C. V. Jawahar is a Professor at IIIT Hyderabad, India. He received his PhD from IIT Kharagpur and has been with IIIT Hyderabad since 2000. At IIIT Hyderabad, Jawahar leads a group focusing on computer vision, machine learning, document analysis and multimedia systems. In recent years, he has been looking into a set of problems that overlap with vision, language and text. He is also interested in applications in road safety, assistive technologies, healthcare, education, cultural heritage and entertainment. He published more than 600 scientific papers in area of Computer Vision, Machine Learning, Robotics, Document Image Analysis. He has served as a chair for previous editions of ICCV, CVPR, ACCV, WACV, IJCAI, AAAI, ICDAR, ICFHR and ICVGIP. Presently, he is an area editor of CVIU and an associate editor of IEEE PAMI and IJDAR. Prof. Jawahar has been looking into a set of problems with focus on Indian context.
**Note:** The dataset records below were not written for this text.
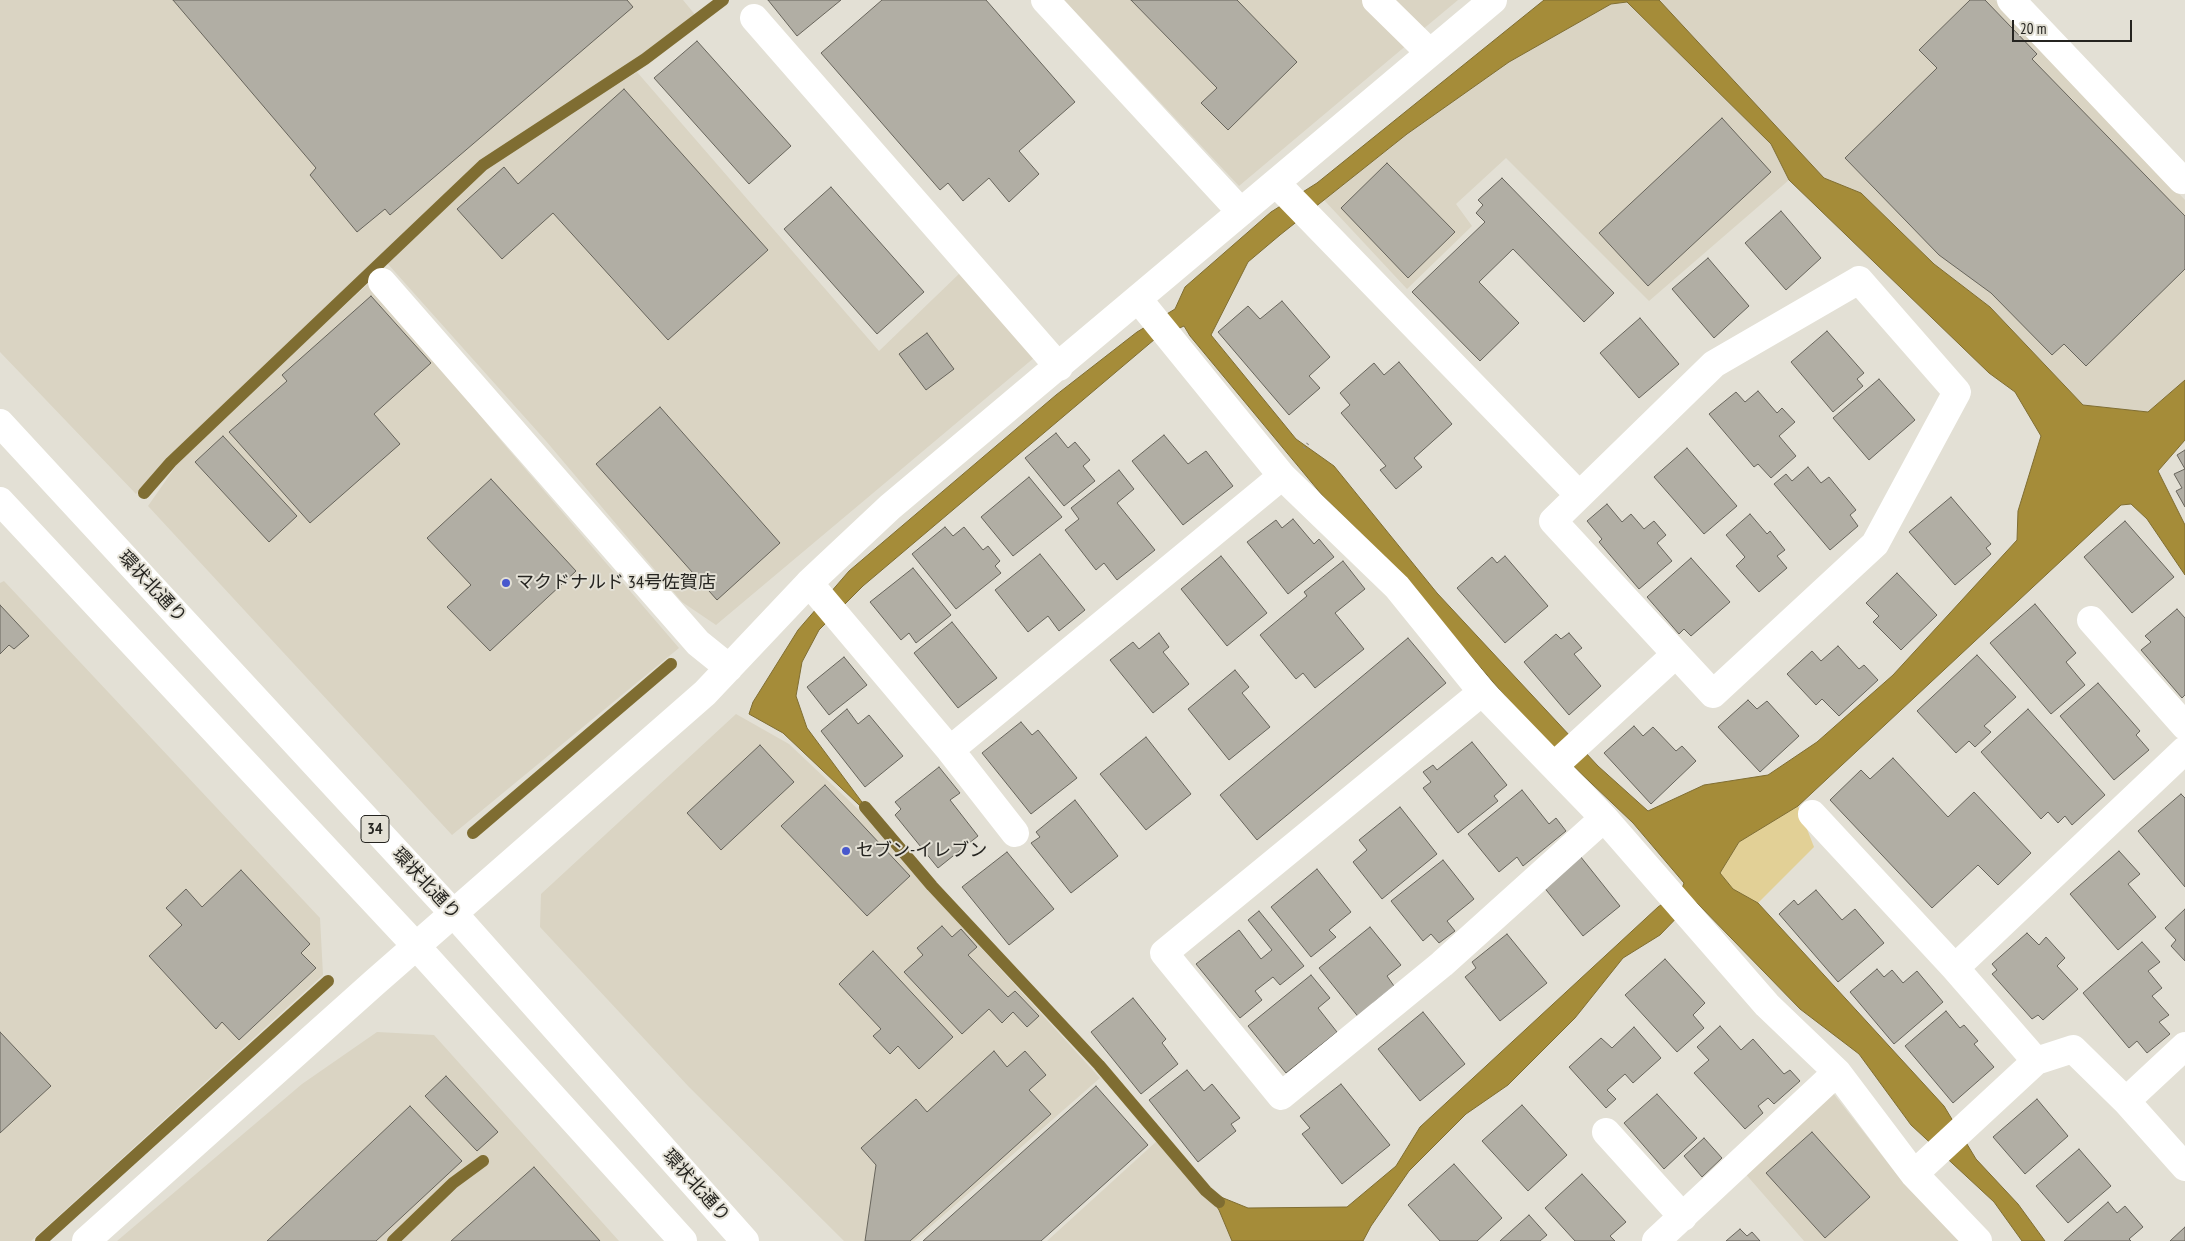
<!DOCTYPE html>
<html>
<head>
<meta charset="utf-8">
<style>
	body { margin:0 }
	#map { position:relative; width:2185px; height:1241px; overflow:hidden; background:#e3e0d5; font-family:"PT Sans Narrow",sans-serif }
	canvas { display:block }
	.scale { position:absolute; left:2012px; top:20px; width:120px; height:22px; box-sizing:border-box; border:2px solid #252420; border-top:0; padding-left:6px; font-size:15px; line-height:18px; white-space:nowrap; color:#252420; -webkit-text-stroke:4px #e3e0d5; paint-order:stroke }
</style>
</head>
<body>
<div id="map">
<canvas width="2185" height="1241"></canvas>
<div class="scale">20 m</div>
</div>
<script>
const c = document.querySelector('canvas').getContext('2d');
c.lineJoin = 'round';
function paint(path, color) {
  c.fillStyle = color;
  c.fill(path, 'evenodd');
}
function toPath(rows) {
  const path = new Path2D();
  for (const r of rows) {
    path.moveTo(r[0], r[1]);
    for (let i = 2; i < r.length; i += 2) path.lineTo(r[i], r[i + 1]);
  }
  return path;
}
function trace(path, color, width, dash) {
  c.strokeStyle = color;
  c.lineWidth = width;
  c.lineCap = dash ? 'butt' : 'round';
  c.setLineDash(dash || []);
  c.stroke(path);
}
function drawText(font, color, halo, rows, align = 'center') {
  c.font = font + ' "PT Sans Narrow","Noto Sans JP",sans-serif';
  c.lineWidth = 4;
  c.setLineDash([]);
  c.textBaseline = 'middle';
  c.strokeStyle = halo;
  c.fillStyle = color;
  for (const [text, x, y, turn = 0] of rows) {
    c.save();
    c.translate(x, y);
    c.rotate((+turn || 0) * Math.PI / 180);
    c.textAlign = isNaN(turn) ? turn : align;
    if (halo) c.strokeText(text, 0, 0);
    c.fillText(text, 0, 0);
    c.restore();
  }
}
paint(toPath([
	[0,0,683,0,697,17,642,55,480,161,169,456,136,494,0,352],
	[1064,0,1363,0,1408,44,1239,186],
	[1391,0,1458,0,1422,30],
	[1659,0,1995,0,2185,200,2185,380,2148,412,2083,405,1990,307,1934,264,1861,193,1824,178],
	[1627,2,1771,144,1789,180,1649,301,1506,158,1456,204,1472,226,1407,289,1324,200,1407,134,1509,62,1611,4],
	[637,72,879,351,961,272,1035,357,716,625,682,602,546,441,387,263,484,169],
	[370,282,503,443,679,648,452,835,148,506,185,453],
	[4,581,320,918,323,975,31,1241,0,1241,0,583],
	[736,714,789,744,860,811,929,891,1100,1078,914,1241,844,1241,689,1087,540,927,541,894],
	[377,1032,434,1035,619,1241,117,1241,302,1084],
	[1833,1093,1899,1177,1961,1241,1804,1241,1743,1171],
	[1158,1140,1219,1210,1232,1241,1047,1241]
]), '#dad4c3');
paint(toPath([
	[1798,806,1814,847,1758,903,1733,889,1720,873,1739,842]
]), '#e2d096');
const water = toPath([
	[1544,0,1659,0,1824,178,1861,193,1934,264,1990,307,2083,405,2148,412,2185,380,2185,440,2158,471,2185,525,2185,575,2147,519,2131,504,2121,505,1798,806,1739,842,1720,873,1733,889,1758,903,1944,1106,1976,1159,2018,1204,2045,1241,2022,1241,1994,1202,1911,1125,1859,1054,1800,1009,1697,903,1689,905,1660,935,1623,958,1575,1018,1508,1085,1466,1114,1409,1171,1371,1226,1363,1241,1232,1241,1219,1210,1206,1191,1248,1208,1347,1207,1396,1166,1420,1127,1658,907,1681,891,1684,883,1633,823,1528,723,1394,566,1322,495,1190,336,1184,326,1155,339,863,586,819,630,802,662,796,696,807,728,876,821,783,733,749,714,753,702,798,630,849,571,1056,395,1137,332,1175,309,1185,287,1271,212,1317,183,1544,0],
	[1627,2,1771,144,1789,180,1989,373,2015,392,2041,436,2018,511,2017,540,1893,675,1817,742,1768,775,1704,785,1648,811,1598,766,1437,593,1334,466,1296,439,1211,335,1248,262,1280,235,1407,134,1509,62,1611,4,1627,2]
]);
paint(water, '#a58c39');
trace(water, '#7f6d32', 1);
trace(toPath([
	[144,493,171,462,483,165,645,59,723,0],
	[865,807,932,886,1099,1065,1206,1191,1219,1202],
	[473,833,671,664],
	[41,1241,328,981],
	[393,1241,453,1183,483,1161]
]), '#7f6d32', 12);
const building = toPath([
	[173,0,627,0,633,7,390,215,385,209,357,232,310,175,316,168,173,0],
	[768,0,841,0,797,36,768,0],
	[882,0,986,0,1075,102,1019,151,1039,174,1009,202,989,178,963,201,948,183,940,190,821,53,882,0],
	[1131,0,1237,0,1297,62,1228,130,1201,103,1217,88,1131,0],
	[1970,0,1985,0,2037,54,2032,59,2185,216,2185,269,2086,366,2064,344,2052,355,1991,293,1939,255,1845,158,1937,68,1919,50,1970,0],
	[697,41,791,146,749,184,654,78,697,41],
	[624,89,768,250,668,340,553,213,502,259,457,209,504,167,518,184,624,89],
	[1722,118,1771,172,1648,286,1599,233,1722,118],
	[1387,163,1455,232,1408,278,1341,208,1387,163],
	[1502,178,1614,293,1584,322,1513,249,1479,282,1519,323,1480,361,1412,292,1485,222,1476,213,1483,205,1478,200,1502,178],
	[831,187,924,292,877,334,784,229,831,187],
	[1781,211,1821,258,1786,290,1745,243,1781,211],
	[1708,258,1749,306,1714,338,1672,289,1708,258],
	[371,296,431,363,374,414,400,444,310,523,229,432,287,381,282,375,371,296],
	[1282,301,1330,357,1309,376,1320,388,1289,415,1218,332,1248,306,1260,319,1282,301],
	[1640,318,1679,364,1639,398,1600,353,1640,318],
	[1827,331,1864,373,1857,379,1863,386,1833,412,1791,362,1827,331],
	[927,333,954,369,926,390,899,354,927,333],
	[1399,362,1452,424,1414,458,1422,467,1396,489,1380,470,1386,466,1341,413,1350,405,1340,393,1374,363,1384,375,1399,362],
	[1879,379,1915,420,1869,460,1833,418,1879,379],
	[1758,391,1777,413,1782,408,1795,422,1779,436,1796,456,1771,478,1758,464,1754,467,1709,414,1736,392,1745,402,1758,391],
	[660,407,780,543,717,600,596,464,660,407],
	[1056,433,1068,448,1075,442,1090,460,1083,466,1095,481,1064,506,1025,458,1056,433],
	[1164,435,1188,464,1206,451,1233,486,1183,525,1132,461,1164,435],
	[223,436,297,516,269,542,195,462,223,436],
	[1687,448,1737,506,1704,534,1654,477,1687,448],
	[2185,450,2185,469,2177,455,2185,450],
	[1808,467,1821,483,1829,477,1856,510,1850,515,1858,526,1830,550,1774,484,1786,474,1792,481,1808,467],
	[2185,469,2185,507,2176,491,2182,488,2174,474,2185,469],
	[1119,470,1134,489,1117,503,1155,550,1117,580,1104,563,1096,570,1065,530,1079,519,1071,508,1119,470],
	[1029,477,1062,517,1013,556,981,517,1029,477],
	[491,479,576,571,490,651,447,607,471,585,427,538,491,479],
	[1951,497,1991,544,1986,548,1991,554,1955,585,1909,532,1951,497],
	[1607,504,1622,522,1631,514,1644,529,1654,521,1666,535,1657,543,1672,561,1639,589,1599,542,1602,539,1587,521,1607,504],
	[1750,514,1767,534,1770,531,1785,550,1777,556,1787,568,1759,592,1736,566,1745,557,1726,535,1750,514],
	[1293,519,1314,544,1319,539,1334,557,1288,594,1247,542,1276,520,1282,528,1293,519],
	[2125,521,2174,577,2132,613,2084,557,2125,521],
	[945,527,953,536,964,527,983,550,988,546,1000,561,995,566,1001,573,956,609,912,554,945,527],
	[1040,554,1085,610,1059,631,1048,616,1028,632,995,590,1040,554],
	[1221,556,1267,613,1227,646,1181,589,1221,556],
	[1505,556,1548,606,1505,643,1457,588,1492,557,1497,563,1505,556],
	[1691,558,1730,602,1691,636,1684,629,1679,634,1647,597,1691,558],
	[1343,561,1365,589,1335,613,1364,649,1315,688,1303,673,1296,679,1260,635,1307,596,1304,592,1343,561],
	[913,568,951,615,916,643,909,633,901,640,870,602,913,568],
	[1897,573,1937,615,1901,650,1873,622,1879,616,1866,603,1897,573],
	[2035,604,2076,653,2066,662,2085,685,2051,714,1990,643,2035,604],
	[0,605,29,636,14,649,9,645,0,654,0,605],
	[2177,609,2185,618,2185,695,2182,698,2141,650,2151,642,2145,636,2177,609],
	[952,622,997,678,958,708,914,653,952,622],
	[1159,633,1169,647,1163,652,1189,684,1153,713,1110,660,1133,642,1139,649,1159,633],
	[1569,633,1582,648,1574,654,1601,686,1569,715,1524,662,1556,634,1561,639,1569,633],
	[1408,638,1446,683,1257,840,1220,795,1408,638],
	[1838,646,1859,669,1864,665,1878,680,1839,716,1822,699,1816,705,1787,674,1812,651,1821,661,1838,646],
	[1977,655,2016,697,1984,726,1991,732,1975,747,1969,741,1956,753,1917,711,1977,655],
	[844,657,867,685,829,715,807,687,844,657],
	[1235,670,1249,687,1242,693,1270,727,1229,760,1188,709,1235,670],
	[2098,683,2140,731,2136,735,2149,750,2114,780,2060,716,2098,683],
	[1748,700,1757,709,1767,701,1799,736,1760,772,1718,727,1748,700],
	[847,709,858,724,869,715,903,756,865,787,821,731,847,709],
	[2028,709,2105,795,2072,825,2065,816,2058,823,2048,812,2041,819,1981,752,2028,709],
	[1021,722,1032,735,1038,730,1077,778,1031,814,982,753,1021,722],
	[1634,726,1643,736,1653,727,1676,751,1682,746,1696,761,1651,804,1604,753,1634,726],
	[1146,737,1191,794,1146,830,1100,774,1146,737],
	[1472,742,1507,785,1494,796,1498,801,1458,833,1423,788,1431,782,1423,772,1433,765,1437,770,1472,742],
	[760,745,794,782,721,850,687,813,760,745],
	[1893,758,1948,817,1974,792,2031,853,1998,885,1978,865,1932,908,1830,800,1861,770,1870,779,1893,758],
	[939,767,960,793,950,800,978,836,938,868,895,815,901,809,895,802,939,767],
	[825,785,910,876,867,916,781,826,825,785],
	[1522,790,1549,824,1556,818,1566,831,1523,866,1517,857,1499,872,1468,834,1522,790],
	[2181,794,2185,798,2185,887,2138,831,2181,794],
	[1075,800,1118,856,1071,893,1031,843,1040,837,1036,832,1075,800],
	[1400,807,1437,854,1382,899,1353,862,1367,850,1359,840,1400,807],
	[2119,851,2140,874,2128,884,2156,917,2118,950,2070,894,2119,851],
	[1007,852,1054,909,1009,945,962,887,1007,852],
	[1580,856,1620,906,1583,936,1543,886,1580,856],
	[1443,860,1474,899,1447,921,1455,931,1439,943,1431,934,1423,941,1391,901,1443,860],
	[1317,869,1351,912,1329,930,1336,937,1311,957,1271,907,1317,869],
	[241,870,310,944,301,953,316,968,239,1040,222,1022,216,1029,149,956,182,925,166,908,186,889,202,907,241,870],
	[1816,890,1842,920,1855,909,1884,943,1838,982,1779,914,1794,900,1798,905,1816,890],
	[2185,909,2185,961,2171,946,2176,940,2165,928,2185,909],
	[1259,911,1304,966,1280,985,1273,977,1255,991,1262,1000,1240,1018,1196,964,1239,930,1261,959,1272,950,1248,920,1259,911],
	[942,926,952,937,961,929,977,947,968,955,1008,997,1015,991,1039,1016,1027,1027,1013,1012,1002,1023,989,1009,962,1034,904,972,923,955,917,948,942,926],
	[1370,927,1401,965,1387,976,1394,986,1373,1003,1376,1006,1360,1019,1319,968,1370,927],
	[2027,933,2039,945,2046,937,2065,958,2057,966,2078,989,2043,1020,2038,1015,2032,1019,1992,974,1997,970,1992,964,2027,933],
	[1507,934,1547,983,1500,1021,1465,977,1476,968,1472,962,1507,934],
	[2142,942,2160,962,2148,971,2162,988,2152,996,2169,1015,2159,1022,2170,1034,2147,1053,2137,1041,2129,1048,2083,993,2142,942],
	[873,951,953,1037,919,1069,898,1046,890,1054,873,1036,881,1029,839,984,873,951],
	[1665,959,1705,1003,1693,1015,1704,1028,1677,1052,1625,995,1665,959],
	[1877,969,1884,977,1892,970,1903,983,1917,971,1943,1002,1894,1044,1850,992,1877,969],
	[1311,975,1330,998,1318,1008,1337,1032,1286,1073,1248,1026,1311,975],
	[1133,998,1166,1039,1162,1043,1178,1064,1141,1094,1091,1032,1133,998],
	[1946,1011,1960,1028,1964,1025,1978,1041,1974,1044,1994,1067,1953,1103,1905,1046,1946,1011],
	[1423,1012,1465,1064,1420,1101,1378,1049,1423,1012],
	[1720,1026,1741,1050,1753,1039,1784,1074,1790,1070,1800,1081,1774,1104,1768,1098,1758,1106,1763,1113,1745,1129,1694,1073,1709,1060,1697,1047,1720,1026],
	[1634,1027,1661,1058,1633,1083,1625,1074,1607,1090,1616,1099,1606,1108,1569,1067,1601,1038,1612,1048,1634,1027],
	[0,1032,51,1086,0,1133,0,1032],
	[994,1051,1007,1067,1025,1051,1046,1075,1029,1090,1051,1114,910,1241,865,1241,876,1165,861,1148,916,1099,927,1112,994,1051],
	[1187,1070,1204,1091,1212,1084,1240,1118,1231,1124,1236,1131,1198,1162,1149,1100,1187,1070],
	[446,1076,498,1132,477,1151,425,1096,446,1076],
	[1341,1084,1390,1145,1342,1184,1302,1134,1310,1128,1300,1116,1341,1084],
	[1096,1086,1148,1145,1041,1241,923,1241,1096,1086],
	[1657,1094,1697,1138,1664,1169,1624,1123,1657,1094],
	[2037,1099,2068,1136,2025,1174,1993,1137,2037,1099],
	[1522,1105,1567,1155,1528,1191,1482,1141,1522,1105],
	[410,1106,462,1161,376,1241,267,1241,410,1106],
	[1812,1132,1870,1197,1825,1238,1766,1173,1812,1132],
	[1704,1138,1722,1158,1702,1177,1684,1156,1704,1138],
	[2079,1149,2111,1186,2068,1223,2036,1186,2079,1149],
	[1454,1164,1502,1218,1477,1241,1440,1241,1408,1205,1454,1164],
	[534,1167,600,1241,451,1241,534,1167],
	[1582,1174,1626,1222,1610,1236,1615,1241,1575,1241,1545,1208,1582,1174],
	[2108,1202,2117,1213,2125,1206,2143,1227,2129,1239,2131,1241,2064,1241,2108,1202],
	[1529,1215,1547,1235,1540,1241,1500,1241,1529,1215],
	[2185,1227,2185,1241,2170,1241,2185,1227],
	[1740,1229,1747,1236,1752,1232,1760,1241,1726,1241,1740,1229]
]);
paint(building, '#b1aea4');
trace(building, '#68655c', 1);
trace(toPath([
	[1304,448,1310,441]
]), '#8c8a82', 3, [1, 4]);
trace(toPath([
	[1045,0,1241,212],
	[1376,0,1430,53],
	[2011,0,2182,180],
	[754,18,1059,367],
	[1276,183,1579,495],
	[1859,280,1957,392,1875,544,1713,694,1553,521,1714,364,1859,280],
	[382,282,698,643,729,668],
	[1138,299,1282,476,1397,587,1482,692,1604,818,1767,1005,1837,1072,1914,1174,1978,1241],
	[809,583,950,750,1015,833],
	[2091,620,2185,726],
	[1482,692,1164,953,1281,1096,1442,964,1604,818],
	[950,750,1282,476],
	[1554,766,1676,654],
	[1812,814,1955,968,2036,1061],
	[1955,968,2185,750],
	[2126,1101,2185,1046],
	[1606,1132,1683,1217],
	[1914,1174,2036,1061,2073,1049,2126,1101,2185,1167],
	[86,1241,374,983,705,693,809,583,890,507,1493,0],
	[1656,1241,1837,1072]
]), '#fff', 28);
trace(toPath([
	[0,423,454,914,745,1241],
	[0,501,417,947,683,1241]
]), '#fff', 28);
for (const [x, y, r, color] of [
	[506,583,5,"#4858cd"],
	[846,851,5,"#4858cd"]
]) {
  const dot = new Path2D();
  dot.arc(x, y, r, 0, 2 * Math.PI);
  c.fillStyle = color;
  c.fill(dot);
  trace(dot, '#e3e0d5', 2);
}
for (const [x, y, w] of [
	[375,829,28]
]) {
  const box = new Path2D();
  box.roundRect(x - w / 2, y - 13.5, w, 27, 4);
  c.fillStyle = '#e3e0d5';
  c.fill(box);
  trace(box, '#252420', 1);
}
drawText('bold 16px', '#252420', null, [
	["34",375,829]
]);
drawText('18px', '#252420', '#e3e0d5', [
	["マクドナルド 34号佐賀店",516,583],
	["セブン-イレブン",856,851]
], 'left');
drawText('18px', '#252420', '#e3e0d5', [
	["環状北通り",152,587,47],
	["環状北通り",426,884,47],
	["環状北通り",696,1186,48]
]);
</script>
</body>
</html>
He has worked extensively on vision, and language problems in document images, audio visual problems, digital heritage and digital libraries. He is also passionate about building systems and developing applications and resources. One of the recent introduction is a data set for research in road safety and autonomous navigation in Indian setting. He has been instrumental in setting up an intensive summer school series for graduate students in India.